Pension income dropping
In August 2009, a healthy 65-year-old man with a £100,000 pension pot would have got an annuity of £6,410, according to a report by annuity experts MGM Advantage. But now that same man would receive an average annuity income of just £5,158 - £1,252 less than if he had bought it three years earlier.
Aston Goodey, distribution and marketing director at MGM Advantage, warns that "annuity prices are in free fall", as rates for a standard annuity have fallen by 7% in just the three months from June to September.
An annuity is an insurance policy you buy upon retirement with your pension pot, and it pays you a set income for the rest of your life. So, falling rates mean poorer pensioners.
Annuity rates are based on the returns of 15-year government bonds, known as gilts, which have fallen following the Bank of England’s quantitative easing programme, which involved the purchase of gilts in an effort to inject money into the economy and control inflation.
So what can you do?
With annuity rates now lower than ever it is very important that you compare rates before you buy one.

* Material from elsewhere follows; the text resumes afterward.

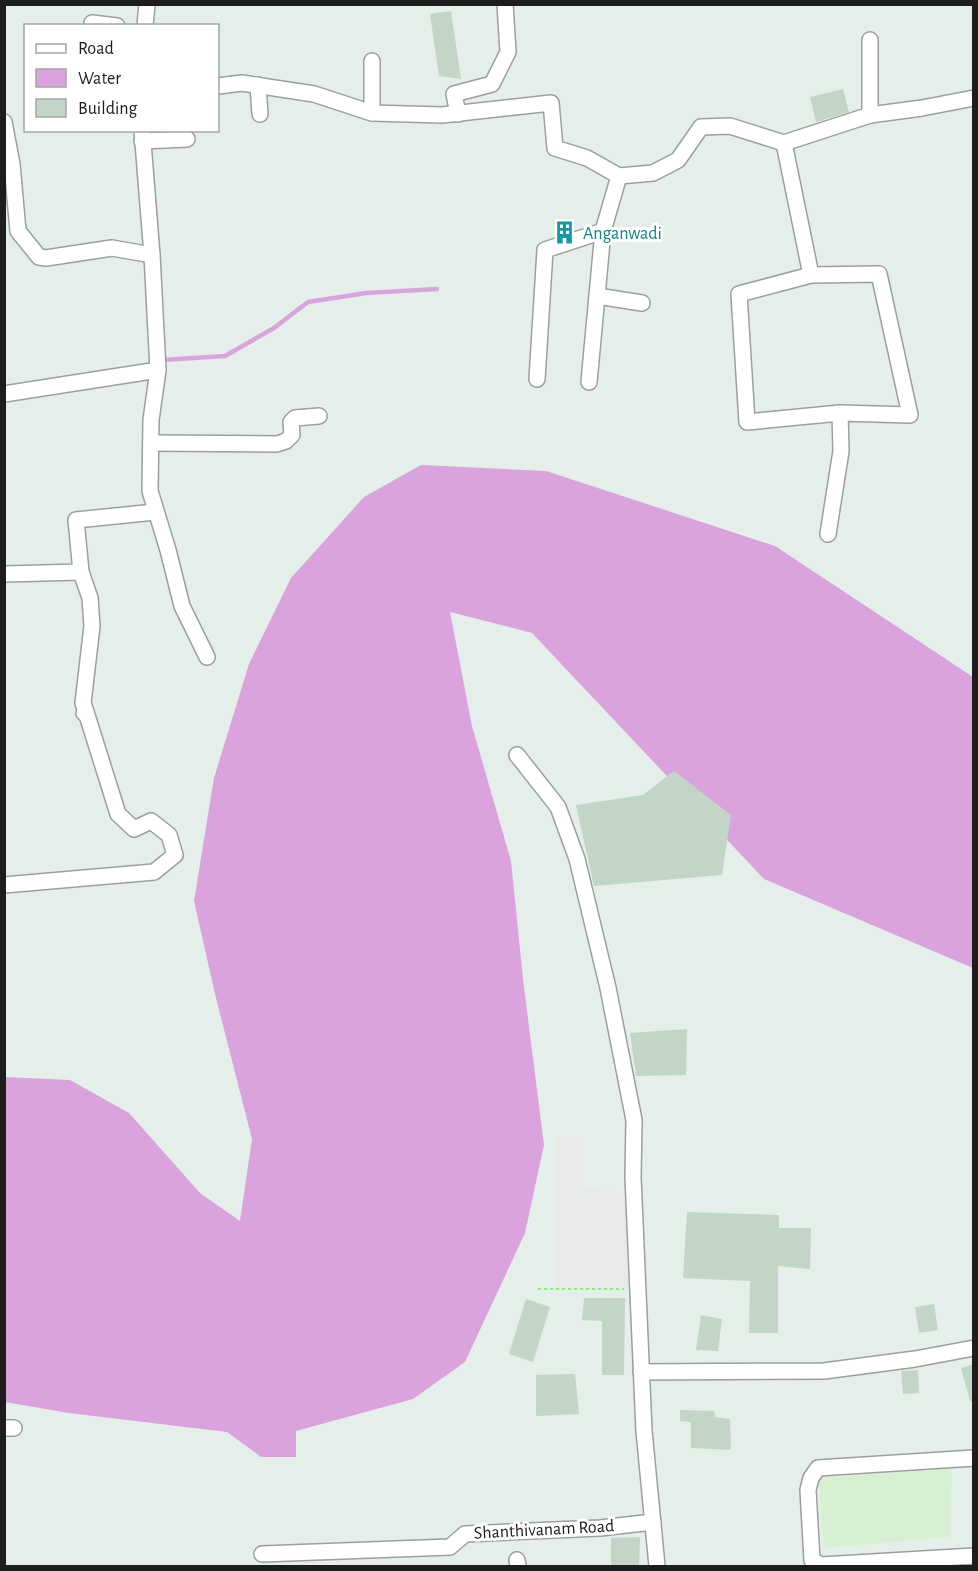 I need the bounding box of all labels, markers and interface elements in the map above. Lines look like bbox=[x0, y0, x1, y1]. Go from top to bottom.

Many soon-to-be retirees simply buy an annuity from the company that holds their pension. But shopping around is essential as the difference between the best and worst rate could be as much as 50%, according to Rob Tinsley, spokesperson for Aspire to Retire.

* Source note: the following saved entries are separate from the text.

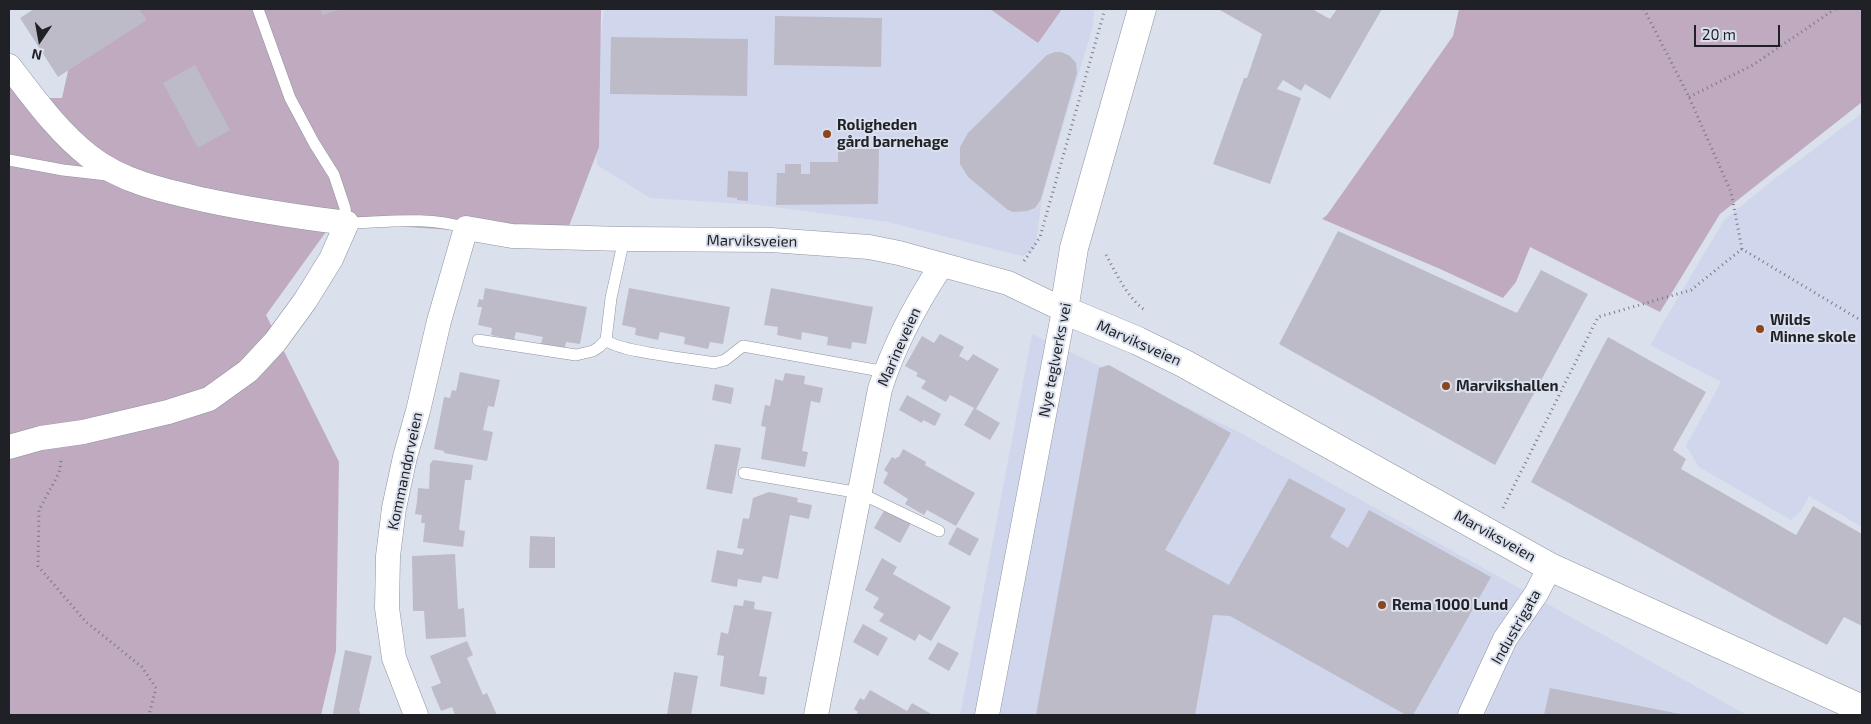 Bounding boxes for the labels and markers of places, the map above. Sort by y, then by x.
place label: Roligheden gård barnehage [837,116,949,151]
marker: Roligheden gård barnehage [821,128,833,140]
place label: Wilds Minne skole [1770,311,1856,346]
marker: Wilds Minne skole [1754,323,1766,335]
place label: Marvikshallen [1456,377,1559,395]
marker: Marvikshallen [1440,380,1452,392]
place label: Rema 1000 Lund [1392,596,1508,614]
marker: Rema 1000 Lund [1376,599,1388,611] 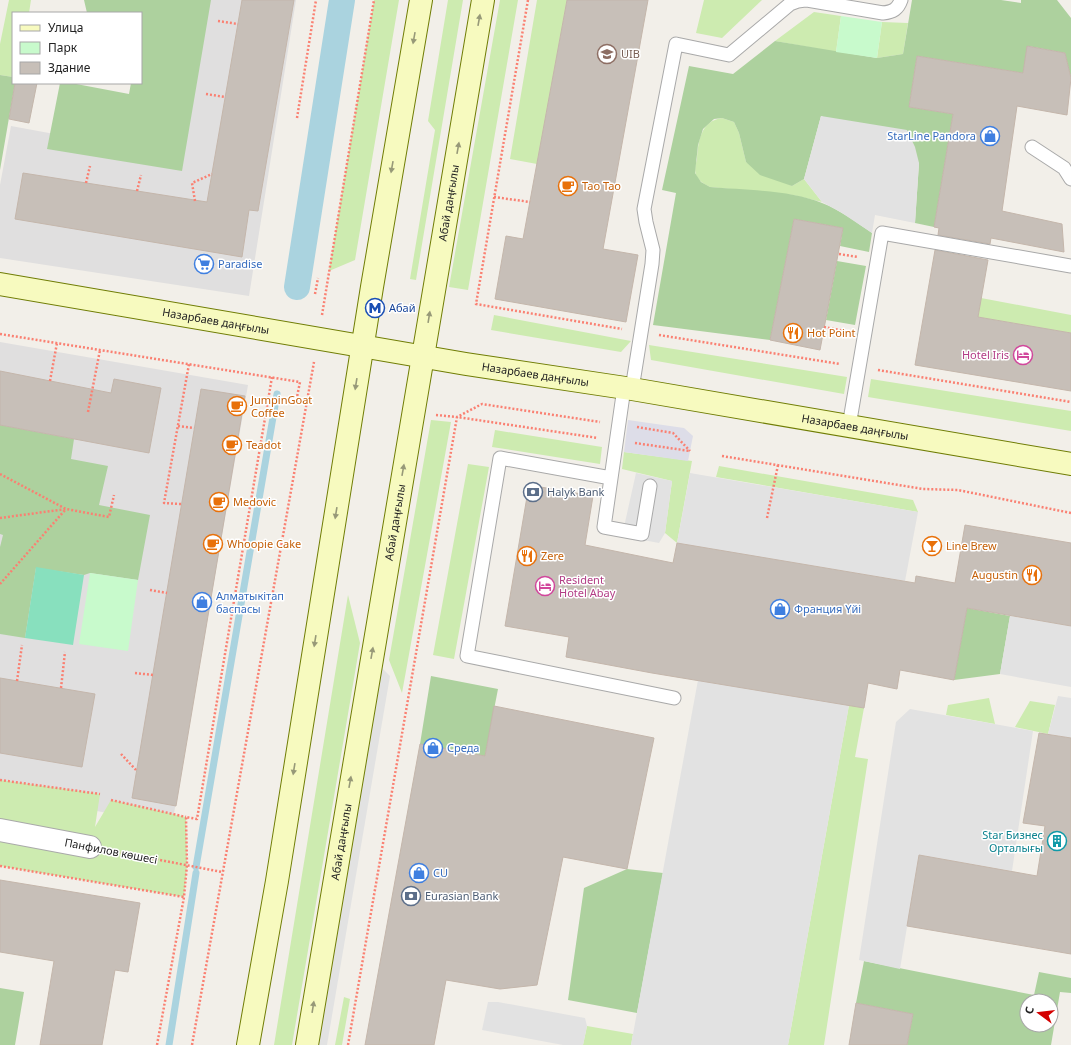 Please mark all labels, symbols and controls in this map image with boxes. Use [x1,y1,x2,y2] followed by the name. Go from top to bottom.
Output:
[12,12,142,84] legend
[477,13,483,26] one-way arrow
[48,19,83,36] text: Улица
[411,32,417,45] one-way arrow
[48,39,78,56] text: Парк
[596,43,618,65] school or university icon: UIB
[621,46,640,61] place label: UIB
[48,59,91,76] text: Здание
[979,125,1001,147] shop icon: StarLine Pandora
[887,128,976,143] place label: StarLine Pandora
[455,142,461,154] one-way arrow
[389,160,395,173] one-way arrow
[435,163,462,242] street label: Абай даңғылы
[557,175,579,197] cafe icon: Tao Tao
[582,178,621,193] place label: Tao Tao
[193,253,215,275] supermarket icon: Paradise
[218,256,262,271] place label: Paradise
[364,297,386,319] metro station icon: Абай
[389,300,416,315] place label: Абай
[161,304,271,337] street label: Назарбаев даңғылы
[426,311,432,323] one-way arrow
[782,322,804,344] restaurant icon: Hot Point
[807,325,856,340] place label: Hot Point
[1012,344,1034,366] hotel icon: Hotel Iris
[962,347,1009,362] place label: Hotel Iris
[481,358,590,389] street label: Назарбаев даңғылы
[353,378,359,390] one-way arrow
[250,392,312,420] place label: JumpinGoat Coffee
[226,395,248,417] cafe icon: JumpinGoat Coffee
[800,410,910,443] street label: Назарбаев даңғылы
[221,434,243,456] cafe icon: Teadot
[246,437,281,452] place label: Teadot
[400,464,406,476] one-way arrow
[522,481,544,503] bank icon: Halyk Bank
[381,483,408,562] street label: Абай даңғылы
[547,484,605,499] place label: Halyk Bank
[208,491,230,513] cafe icon: Medovic
[233,494,276,509] place label: Medovic
[333,506,339,519] one-way arrow
[202,533,224,555] cafe icon: Whoopie Cake
[921,535,943,557] bar icon: Line Brew
[227,536,301,551] place label: Whoopie Cake
[946,538,997,553] place label: Line Brew
[516,545,538,567] restaurant icon: Zere
[541,548,564,563] place label: Zere
[1021,564,1043,586] restaurant icon: Augustin
[972,567,1018,582] place label: Augustin
[559,572,616,600] place label: Resident Hotel Abay
[534,575,556,597] hotel icon: Resident Hotel Abay
[216,588,284,616] place label: Алматыкітап баспасы
[191,591,213,613] shop icon: Алматыкітап баспасы
[769,598,791,620] shop icon: Франция Үйі
[794,601,861,616] place label: Франция Үйі
[312,635,318,647] one-way arrow
[369,647,375,660] one-way arrow
[422,737,444,759] shop icon: Среда
[447,740,479,755] place label: Среда
[291,763,297,775] one-way arrow
[348,776,354,788] one-way arrow
[327,802,355,881] street label: Абай даңғылы
[982,827,1043,855] place label: Star Бизнес Орталығы
[1046,830,1068,852] building icon: Star Бизнес Орталығы
[63,834,159,867] street label: Панфилов көшесі
[408,862,430,884] shop icon: CU
[433,865,448,880] place label: CU
[400,885,422,907] bank icon: Eurasian Bank
[425,888,498,903] place label: Eurasian Bank
[1019,993,1059,1033] north arrow
[310,1000,316,1013] one-way arrow
[1021,1005,1037,1016] text: С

The decision is also irreversible so it’s vital that you get the best possible annuity rate available to you. Otherwise your golden years may end up tarnished.

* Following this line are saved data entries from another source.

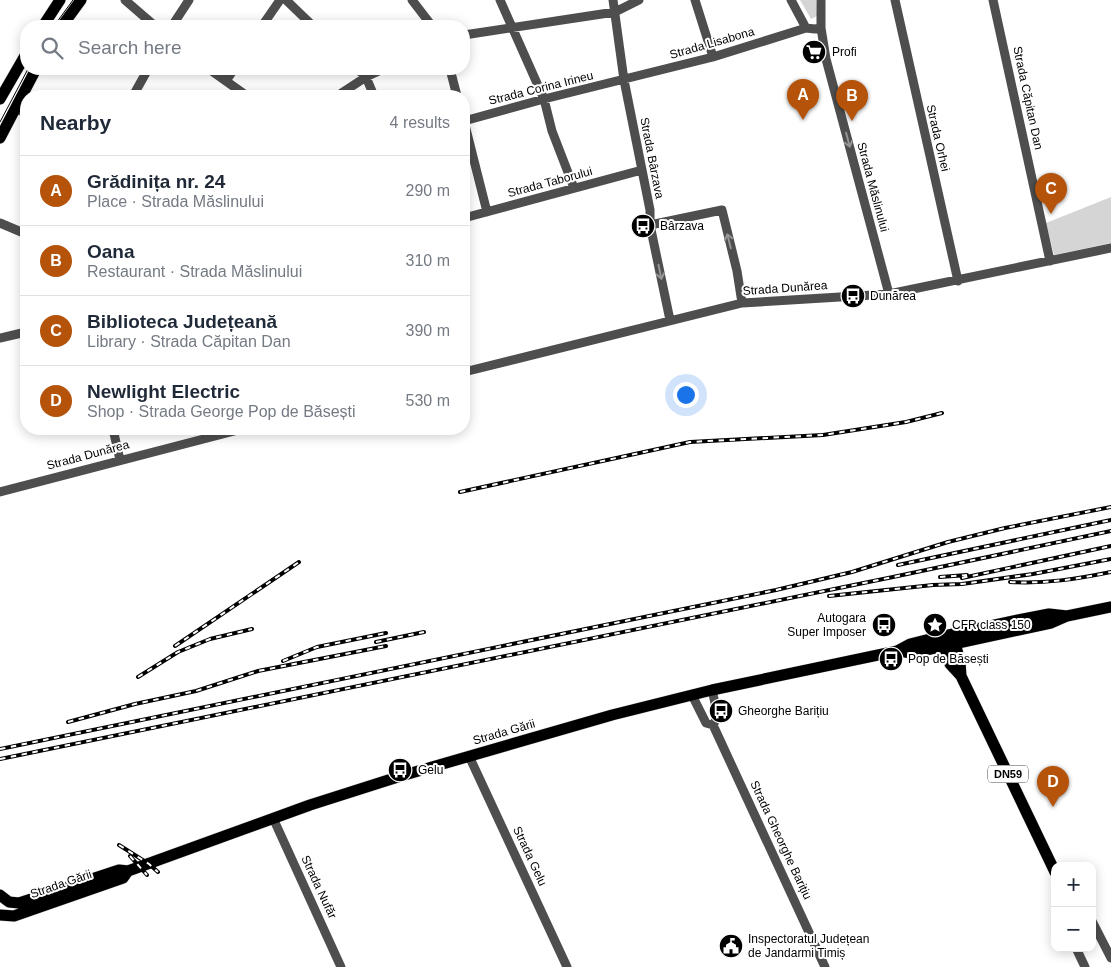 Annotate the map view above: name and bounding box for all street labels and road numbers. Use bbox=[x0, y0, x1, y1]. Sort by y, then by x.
street label: Strada Lisabona bbox=[668, 24, 756, 62]
street label: Strada Căpitan Dan bbox=[1010, 45, 1046, 151]
street label: Strada Corina Irineu bbox=[487, 68, 595, 108]
street label: Strada Orhei bbox=[924, 103, 952, 173]
street label: Strada Bârzava bbox=[637, 116, 667, 200]
street label: Strada Măslinului bbox=[854, 141, 892, 233]
street label: Strada Taborului bbox=[506, 164, 594, 200]
street label: Strada Dunărea bbox=[742, 278, 828, 298]
street label: Strada Dunărea bbox=[45, 437, 131, 473]
street label: Strada Gării bbox=[471, 716, 537, 748]
road number: DN59 bbox=[988, 766, 1028, 782]
street label: Strada Gheorghe Barițiu bbox=[747, 778, 815, 902]
street label: Strada Gelu bbox=[510, 824, 550, 888]
street label: Strada Nufăr bbox=[298, 853, 340, 921]
street label: Strada Gării bbox=[28, 867, 94, 901]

Lower interest rates encourage people to spend, not save. But when interest rates can go no lower and there is a sharp drop in consumer and business spending, a central bank’s only option to stimulate demand is to pump money into the economy directly. This is quantitative easing. The Bank of England purchases assets (usually government bonds, or gilts) from private sector businesses such as insurance companies, banks and pension funds financed by new money the Bank creates electronically (it doesn’t physically print the banknotes). The sellers use the money to switch into other assets, such as shares or corporate bonds or else use it to lend to consumers and businesses, which pushes up demand and stimulates the economy.
An increase in the general level of prices that persists over a period of time. The inflation rate is a measure of the average change over a period, usually 12 months. If inflation is up 4%, this means the price of products and services is 4% higher than a year earlier, requiring we spend and extra 4% to buy the same things we bought 12 months ago and that any savings and investments must generate 4% (after any taxes) to keep pace with inflation. Since 2003, the Bank of England has used the consumer prices index (CPI) as its official measure of inflation (see also retail prices index).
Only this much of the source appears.